Research
Le « Laboratoire de PHILOSOPHIE et de recherche en histoire des idées » est une unité de formation et de recherche doctorale et post-doctorale au sein de l'Unité de Recherche IPSE. Les activités de recherche se déploient dans trois cellules correspondant aux domaines d'intérêt et de spécialisation des professeurs responsables:
Forschungseinheit: Theoretische Philosophie der Neuzeit und Gegenwart (Prof. Dr. Dietmar Heidemann)

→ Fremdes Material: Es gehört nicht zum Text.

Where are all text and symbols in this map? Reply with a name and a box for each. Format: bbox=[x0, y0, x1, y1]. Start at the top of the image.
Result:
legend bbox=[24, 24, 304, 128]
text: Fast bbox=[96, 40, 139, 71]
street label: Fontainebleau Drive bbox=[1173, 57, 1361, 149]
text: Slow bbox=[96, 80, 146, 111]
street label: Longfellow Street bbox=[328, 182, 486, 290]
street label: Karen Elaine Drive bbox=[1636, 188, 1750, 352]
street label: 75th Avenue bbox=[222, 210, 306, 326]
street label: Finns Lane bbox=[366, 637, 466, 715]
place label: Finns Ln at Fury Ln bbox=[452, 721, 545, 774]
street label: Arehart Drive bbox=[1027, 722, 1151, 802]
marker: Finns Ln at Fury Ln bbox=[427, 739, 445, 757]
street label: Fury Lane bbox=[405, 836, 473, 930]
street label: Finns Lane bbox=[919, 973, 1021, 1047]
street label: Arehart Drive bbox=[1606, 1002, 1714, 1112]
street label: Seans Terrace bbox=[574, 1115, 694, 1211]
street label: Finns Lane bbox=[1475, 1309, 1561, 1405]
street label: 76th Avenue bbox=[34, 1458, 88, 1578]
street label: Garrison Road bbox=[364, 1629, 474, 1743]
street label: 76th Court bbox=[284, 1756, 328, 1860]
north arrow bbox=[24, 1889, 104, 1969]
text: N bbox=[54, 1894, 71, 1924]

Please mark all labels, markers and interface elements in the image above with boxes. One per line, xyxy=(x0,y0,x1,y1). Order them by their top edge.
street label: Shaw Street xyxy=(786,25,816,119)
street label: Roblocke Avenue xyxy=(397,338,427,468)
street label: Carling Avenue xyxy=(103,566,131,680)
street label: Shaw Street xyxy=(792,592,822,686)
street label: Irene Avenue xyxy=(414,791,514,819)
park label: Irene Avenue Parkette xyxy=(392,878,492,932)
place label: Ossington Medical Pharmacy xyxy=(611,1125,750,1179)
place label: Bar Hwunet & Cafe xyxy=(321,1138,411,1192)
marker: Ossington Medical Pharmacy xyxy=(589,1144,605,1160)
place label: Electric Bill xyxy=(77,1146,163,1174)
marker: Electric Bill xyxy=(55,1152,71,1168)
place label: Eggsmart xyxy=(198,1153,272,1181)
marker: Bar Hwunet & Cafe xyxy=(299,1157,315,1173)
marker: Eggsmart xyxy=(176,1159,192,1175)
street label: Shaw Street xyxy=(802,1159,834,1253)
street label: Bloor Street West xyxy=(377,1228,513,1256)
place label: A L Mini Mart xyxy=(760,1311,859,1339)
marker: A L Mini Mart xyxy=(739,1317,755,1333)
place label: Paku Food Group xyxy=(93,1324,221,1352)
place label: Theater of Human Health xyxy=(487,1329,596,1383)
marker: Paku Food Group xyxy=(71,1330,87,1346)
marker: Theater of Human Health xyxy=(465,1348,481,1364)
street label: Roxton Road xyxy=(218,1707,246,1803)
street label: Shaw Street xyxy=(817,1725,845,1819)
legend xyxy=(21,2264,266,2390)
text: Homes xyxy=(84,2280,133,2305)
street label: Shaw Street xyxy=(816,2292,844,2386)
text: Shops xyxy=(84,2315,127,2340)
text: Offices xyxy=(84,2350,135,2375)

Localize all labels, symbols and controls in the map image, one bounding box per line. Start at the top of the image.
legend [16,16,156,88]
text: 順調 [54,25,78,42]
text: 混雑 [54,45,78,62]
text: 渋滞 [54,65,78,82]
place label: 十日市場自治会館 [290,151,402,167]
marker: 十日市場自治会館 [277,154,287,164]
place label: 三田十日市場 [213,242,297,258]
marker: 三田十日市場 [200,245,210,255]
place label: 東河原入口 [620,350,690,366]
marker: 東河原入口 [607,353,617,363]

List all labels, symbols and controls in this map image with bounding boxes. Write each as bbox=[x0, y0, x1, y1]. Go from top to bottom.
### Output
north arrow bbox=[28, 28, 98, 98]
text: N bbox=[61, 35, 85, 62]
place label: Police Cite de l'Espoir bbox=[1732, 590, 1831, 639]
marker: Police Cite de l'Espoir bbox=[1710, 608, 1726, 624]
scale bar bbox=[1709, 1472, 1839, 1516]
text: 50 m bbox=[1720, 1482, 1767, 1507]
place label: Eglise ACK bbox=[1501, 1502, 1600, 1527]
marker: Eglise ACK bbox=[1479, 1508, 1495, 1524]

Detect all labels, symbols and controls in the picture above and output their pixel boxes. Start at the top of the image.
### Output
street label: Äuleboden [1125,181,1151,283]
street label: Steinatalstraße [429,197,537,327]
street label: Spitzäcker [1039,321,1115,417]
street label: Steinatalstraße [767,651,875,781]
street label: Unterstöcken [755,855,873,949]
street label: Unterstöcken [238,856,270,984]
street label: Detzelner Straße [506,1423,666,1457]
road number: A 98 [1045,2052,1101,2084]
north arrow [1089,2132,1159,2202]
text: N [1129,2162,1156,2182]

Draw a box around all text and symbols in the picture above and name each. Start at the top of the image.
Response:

Forschungsprojekt: Die Fähigkeit der Erkenntnis. In der Regel gehen wir davon aus, dass „Erkenntnis“ eine komplexe geistige Fähigkeit ist, die Menschen immer schon besitzen, möglicherweise aber auch erst erwerben müssen und wieder verlieren können. Zur Erkenntnisfähigkeit zählen dabei so unterschiedliche kognitive oder auch nicht-kognitive Vermögen wie Sinnlichkeit, Wahrnehmung, Verstand, Urteilskraft, Vernunft oder Intuition. Ziel dieses Projekts ist es, die Natur der Fähigkeit der Erkenntnis zu bestimmen. Das Projekt setzt sich aus drei Teilen zusammen: (1) Historische Grundlagen: Die Vermögenstheorie in der Philosophie der Neuzeit (Rationalismus, Empirismus, Transzendentalphilosophie); (2) Die Fähigkeit der Erkenntnis: Grundmodelle (Vermögensmodell, das das Modell der Erkenntnisfähigkeit als geistiger Disposition, empirisch-psychologische Modell, das transzendentalphilosophische Modell etc.); (3) Die Fähigkeit der Erkenntnis aus interdisziplinärer Sicht (Psychologie, Neurowissenschaft, Kognitionswissenschaft, Sozialwissenschaften, Erziehungwissenschaften und der Beitrag der Philosophie).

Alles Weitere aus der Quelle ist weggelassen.